Doctor of Philosophy


Educational Leadership, Research and Technology

First Advisor

Dr. Louann Bierlein Palmer

Second Advisor

Dr. Regina Garza Mitchell

Third Advisor

Dr. Terry Nerbonne


Problem-based learning, police officer perceptions, police training, police academy, licensing exams, satisfaction levels


The training and education of police officers has recently come into question by many facets of the American general public and the mass media as well. Empirical research into the effects of police academy teaching methods is minimal. This study sought to assess the perceived effectiveness of problem-based learning (PBL) teaching strategies within police training academies in Michigan and sought to measure the effects of PBL strategies on the MCOLES Police Officer Licensing Examination mean scores in Michigan. A quantitative approach was utilized to compare the Michigan Police Officer Licensing Examination mean test scores between academies that formally adopted Problem-Based Learning (PBL) teaching strategies and police academies that have not formally adopted PBL (NPBL) teaching methods.
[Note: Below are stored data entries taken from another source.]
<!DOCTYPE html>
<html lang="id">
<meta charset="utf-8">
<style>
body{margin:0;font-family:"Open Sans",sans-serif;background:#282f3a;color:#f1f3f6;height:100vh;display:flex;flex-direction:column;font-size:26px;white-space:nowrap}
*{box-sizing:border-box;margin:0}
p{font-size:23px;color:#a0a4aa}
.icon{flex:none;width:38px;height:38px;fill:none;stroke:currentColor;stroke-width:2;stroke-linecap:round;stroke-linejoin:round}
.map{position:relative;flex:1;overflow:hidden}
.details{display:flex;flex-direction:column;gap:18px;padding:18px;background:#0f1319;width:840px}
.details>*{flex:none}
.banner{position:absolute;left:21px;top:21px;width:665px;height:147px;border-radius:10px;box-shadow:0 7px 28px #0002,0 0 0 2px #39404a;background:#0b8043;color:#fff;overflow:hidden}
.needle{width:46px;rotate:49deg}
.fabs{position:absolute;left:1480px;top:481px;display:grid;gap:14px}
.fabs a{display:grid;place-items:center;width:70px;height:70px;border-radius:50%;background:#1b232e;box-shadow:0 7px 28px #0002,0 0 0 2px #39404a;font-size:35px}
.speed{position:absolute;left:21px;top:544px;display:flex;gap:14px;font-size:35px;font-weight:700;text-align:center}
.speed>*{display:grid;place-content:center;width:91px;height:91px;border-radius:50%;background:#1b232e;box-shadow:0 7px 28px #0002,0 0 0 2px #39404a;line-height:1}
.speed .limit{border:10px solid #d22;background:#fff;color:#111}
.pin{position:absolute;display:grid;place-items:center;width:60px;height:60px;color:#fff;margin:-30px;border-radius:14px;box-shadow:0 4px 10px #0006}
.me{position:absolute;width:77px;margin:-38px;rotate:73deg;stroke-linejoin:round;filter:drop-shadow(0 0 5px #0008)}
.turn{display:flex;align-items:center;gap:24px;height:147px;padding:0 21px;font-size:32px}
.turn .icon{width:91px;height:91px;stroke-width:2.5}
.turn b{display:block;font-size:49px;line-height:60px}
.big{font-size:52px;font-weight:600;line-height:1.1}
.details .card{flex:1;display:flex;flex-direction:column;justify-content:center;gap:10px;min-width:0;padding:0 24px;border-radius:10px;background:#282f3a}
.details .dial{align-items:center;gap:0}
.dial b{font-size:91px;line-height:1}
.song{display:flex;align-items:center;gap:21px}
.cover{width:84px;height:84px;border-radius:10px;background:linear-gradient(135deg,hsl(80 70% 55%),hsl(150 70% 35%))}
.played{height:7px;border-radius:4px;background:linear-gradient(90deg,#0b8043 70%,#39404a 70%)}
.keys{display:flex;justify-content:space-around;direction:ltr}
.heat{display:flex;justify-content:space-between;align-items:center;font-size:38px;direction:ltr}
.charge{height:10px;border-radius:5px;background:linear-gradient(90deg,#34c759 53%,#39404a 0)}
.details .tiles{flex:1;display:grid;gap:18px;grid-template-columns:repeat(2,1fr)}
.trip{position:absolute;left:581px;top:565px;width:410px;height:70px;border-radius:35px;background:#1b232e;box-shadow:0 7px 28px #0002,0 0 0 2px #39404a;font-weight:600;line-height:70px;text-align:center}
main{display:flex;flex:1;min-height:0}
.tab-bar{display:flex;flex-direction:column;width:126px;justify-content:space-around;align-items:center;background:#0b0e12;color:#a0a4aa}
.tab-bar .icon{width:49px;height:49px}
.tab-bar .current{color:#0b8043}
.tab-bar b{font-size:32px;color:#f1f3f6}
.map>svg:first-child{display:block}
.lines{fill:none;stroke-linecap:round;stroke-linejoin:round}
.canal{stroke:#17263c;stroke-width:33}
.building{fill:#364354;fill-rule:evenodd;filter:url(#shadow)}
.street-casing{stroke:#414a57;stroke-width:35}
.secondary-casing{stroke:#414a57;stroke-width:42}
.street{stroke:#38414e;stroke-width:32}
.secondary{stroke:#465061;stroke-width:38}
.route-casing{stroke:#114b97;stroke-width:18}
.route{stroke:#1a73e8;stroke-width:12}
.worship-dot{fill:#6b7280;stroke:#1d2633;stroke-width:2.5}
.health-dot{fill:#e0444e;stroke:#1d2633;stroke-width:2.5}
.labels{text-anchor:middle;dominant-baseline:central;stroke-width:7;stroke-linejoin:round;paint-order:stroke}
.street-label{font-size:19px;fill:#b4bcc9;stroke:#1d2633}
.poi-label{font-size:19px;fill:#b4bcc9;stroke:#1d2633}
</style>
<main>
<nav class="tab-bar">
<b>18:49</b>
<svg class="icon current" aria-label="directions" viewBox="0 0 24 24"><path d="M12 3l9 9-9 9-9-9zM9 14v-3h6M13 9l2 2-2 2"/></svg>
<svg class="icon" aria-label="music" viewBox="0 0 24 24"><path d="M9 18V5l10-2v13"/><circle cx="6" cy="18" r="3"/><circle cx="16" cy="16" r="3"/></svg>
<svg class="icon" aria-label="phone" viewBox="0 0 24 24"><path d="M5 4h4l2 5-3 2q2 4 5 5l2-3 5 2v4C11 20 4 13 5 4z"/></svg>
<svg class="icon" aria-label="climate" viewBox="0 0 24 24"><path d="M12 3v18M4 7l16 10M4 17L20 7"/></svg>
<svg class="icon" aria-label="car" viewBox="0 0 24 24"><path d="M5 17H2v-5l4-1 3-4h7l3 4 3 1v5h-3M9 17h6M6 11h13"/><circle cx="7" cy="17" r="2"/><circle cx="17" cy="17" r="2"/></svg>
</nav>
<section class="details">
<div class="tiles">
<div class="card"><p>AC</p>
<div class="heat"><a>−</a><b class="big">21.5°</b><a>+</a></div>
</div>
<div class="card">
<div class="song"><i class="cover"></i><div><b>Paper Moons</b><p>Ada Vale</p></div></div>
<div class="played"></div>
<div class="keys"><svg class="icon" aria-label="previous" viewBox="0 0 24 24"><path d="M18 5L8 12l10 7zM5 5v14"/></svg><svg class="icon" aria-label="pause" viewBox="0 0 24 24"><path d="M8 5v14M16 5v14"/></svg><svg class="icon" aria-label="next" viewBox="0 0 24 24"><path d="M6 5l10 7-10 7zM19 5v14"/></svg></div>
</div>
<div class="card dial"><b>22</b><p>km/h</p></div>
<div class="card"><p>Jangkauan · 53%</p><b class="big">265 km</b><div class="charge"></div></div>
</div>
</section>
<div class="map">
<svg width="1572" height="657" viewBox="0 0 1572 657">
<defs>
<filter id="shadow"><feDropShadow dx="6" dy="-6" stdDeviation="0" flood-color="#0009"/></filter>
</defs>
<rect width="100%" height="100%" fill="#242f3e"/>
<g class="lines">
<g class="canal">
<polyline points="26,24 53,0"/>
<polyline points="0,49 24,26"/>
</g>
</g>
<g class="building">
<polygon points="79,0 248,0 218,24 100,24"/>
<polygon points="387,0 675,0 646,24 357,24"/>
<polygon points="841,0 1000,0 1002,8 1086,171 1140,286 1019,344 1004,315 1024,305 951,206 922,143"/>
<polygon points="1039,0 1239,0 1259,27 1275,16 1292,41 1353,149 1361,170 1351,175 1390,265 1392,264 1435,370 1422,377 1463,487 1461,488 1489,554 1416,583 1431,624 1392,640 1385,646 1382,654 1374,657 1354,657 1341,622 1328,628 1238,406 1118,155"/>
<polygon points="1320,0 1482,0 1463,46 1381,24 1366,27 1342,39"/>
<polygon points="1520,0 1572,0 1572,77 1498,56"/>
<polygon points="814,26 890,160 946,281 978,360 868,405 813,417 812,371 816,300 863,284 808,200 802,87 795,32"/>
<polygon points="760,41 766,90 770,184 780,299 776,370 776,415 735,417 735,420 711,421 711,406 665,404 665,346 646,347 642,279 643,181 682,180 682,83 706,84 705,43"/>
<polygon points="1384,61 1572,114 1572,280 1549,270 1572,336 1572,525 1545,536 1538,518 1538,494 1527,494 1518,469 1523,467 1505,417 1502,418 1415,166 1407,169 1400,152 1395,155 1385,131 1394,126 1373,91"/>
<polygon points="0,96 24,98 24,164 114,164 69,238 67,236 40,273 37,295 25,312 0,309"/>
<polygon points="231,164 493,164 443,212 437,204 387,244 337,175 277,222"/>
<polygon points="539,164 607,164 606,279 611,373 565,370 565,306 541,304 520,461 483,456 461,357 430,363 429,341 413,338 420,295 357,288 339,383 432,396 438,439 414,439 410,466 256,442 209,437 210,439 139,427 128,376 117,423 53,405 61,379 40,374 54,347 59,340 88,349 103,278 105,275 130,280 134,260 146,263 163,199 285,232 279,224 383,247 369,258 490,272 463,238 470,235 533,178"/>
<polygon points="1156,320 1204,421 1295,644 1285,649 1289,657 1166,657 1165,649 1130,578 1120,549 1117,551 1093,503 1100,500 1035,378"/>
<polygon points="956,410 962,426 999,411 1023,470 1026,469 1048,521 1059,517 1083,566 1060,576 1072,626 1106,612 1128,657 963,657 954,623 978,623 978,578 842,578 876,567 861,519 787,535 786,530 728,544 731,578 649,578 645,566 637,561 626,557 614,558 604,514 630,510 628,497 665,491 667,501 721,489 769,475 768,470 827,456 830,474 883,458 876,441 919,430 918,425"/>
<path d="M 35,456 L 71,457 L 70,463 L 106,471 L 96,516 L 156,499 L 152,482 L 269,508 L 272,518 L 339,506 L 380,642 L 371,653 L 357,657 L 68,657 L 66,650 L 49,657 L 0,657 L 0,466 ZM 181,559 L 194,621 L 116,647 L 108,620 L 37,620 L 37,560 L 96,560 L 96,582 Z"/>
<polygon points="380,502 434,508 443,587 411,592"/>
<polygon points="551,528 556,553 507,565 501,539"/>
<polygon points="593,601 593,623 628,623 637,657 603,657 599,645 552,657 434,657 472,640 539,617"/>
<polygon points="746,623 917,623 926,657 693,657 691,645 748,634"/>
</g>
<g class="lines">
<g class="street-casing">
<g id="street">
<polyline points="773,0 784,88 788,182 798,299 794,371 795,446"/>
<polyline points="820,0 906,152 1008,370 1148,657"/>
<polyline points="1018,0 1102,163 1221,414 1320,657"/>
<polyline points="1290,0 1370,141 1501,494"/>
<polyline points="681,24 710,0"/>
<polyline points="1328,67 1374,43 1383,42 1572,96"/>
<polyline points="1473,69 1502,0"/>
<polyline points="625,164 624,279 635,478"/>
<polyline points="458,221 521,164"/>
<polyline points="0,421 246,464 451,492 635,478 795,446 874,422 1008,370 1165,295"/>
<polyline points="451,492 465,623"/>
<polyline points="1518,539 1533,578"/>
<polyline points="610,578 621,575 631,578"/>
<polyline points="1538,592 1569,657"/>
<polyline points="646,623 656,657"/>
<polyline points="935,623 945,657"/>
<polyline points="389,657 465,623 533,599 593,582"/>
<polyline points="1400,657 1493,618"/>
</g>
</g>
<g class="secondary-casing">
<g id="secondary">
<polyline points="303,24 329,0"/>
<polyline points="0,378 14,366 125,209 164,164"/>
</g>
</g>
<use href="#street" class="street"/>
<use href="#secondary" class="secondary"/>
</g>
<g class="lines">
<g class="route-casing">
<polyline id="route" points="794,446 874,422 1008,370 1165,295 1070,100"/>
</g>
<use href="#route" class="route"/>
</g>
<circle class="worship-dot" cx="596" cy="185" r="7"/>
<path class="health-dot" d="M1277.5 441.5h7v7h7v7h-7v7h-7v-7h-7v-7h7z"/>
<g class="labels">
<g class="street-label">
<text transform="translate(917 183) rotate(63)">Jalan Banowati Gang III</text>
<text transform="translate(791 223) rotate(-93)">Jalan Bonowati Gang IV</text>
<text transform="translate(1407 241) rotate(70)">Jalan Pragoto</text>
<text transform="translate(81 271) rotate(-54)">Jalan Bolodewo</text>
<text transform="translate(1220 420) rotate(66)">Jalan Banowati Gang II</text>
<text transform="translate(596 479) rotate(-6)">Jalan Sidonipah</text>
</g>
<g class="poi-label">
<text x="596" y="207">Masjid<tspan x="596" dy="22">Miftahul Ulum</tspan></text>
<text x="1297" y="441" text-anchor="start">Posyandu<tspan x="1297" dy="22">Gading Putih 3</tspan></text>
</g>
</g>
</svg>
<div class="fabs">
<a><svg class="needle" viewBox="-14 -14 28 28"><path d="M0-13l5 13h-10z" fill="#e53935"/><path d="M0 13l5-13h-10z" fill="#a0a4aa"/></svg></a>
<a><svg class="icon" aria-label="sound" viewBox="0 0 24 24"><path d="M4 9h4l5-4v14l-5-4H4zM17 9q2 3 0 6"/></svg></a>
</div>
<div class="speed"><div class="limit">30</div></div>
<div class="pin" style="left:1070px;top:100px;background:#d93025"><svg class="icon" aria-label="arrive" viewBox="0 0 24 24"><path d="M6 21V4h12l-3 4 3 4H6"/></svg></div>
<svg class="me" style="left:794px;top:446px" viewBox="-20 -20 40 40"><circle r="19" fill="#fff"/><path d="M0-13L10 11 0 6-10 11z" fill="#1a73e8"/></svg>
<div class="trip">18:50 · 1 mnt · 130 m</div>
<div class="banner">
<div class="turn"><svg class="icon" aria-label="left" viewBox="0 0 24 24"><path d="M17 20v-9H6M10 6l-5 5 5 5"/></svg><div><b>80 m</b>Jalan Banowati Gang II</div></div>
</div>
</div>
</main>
Examination mean scores from official state records for a 16 year period (1999-2014) were statistically analyzed. The PBL trained police officers were found to have statistically significant higher scores overall on the licensing examination.

In addition, the perceptions of 231 Michigan police officers on their academy experiences were collected using an electronic survey to study the effects of PBL and NPBL teaching methods. The officers opined on their levels of agreement regarding seven areas of their academy education: the level of the PBL instruction provided, their acquired problem-solving skills, their acquired critical thinking abilities, their acquired communication skills, their level of satisfaction of their academy classroom experiences, their beliefs that the education prepared them adequately to perform the requisite job tasks of a police officer in Michigan, and their overall satisfaction with their academy. The officers from the PBL police academy provided statistically significant higher levels of agreement than the NPBL academy officers in all seven areas.

Comments on three open-ended questions were evaluated to discover common themes. The officers provided their observations on the areas that were most and least valuable during their academy training, along with recommendations for change. The police officers identified the key factors of their academy training to be the actual learning methodologies employed, their individual classes, and practical scenario exercises. Recommendations for academy directors, instructors, and curriculum development specialists are provided.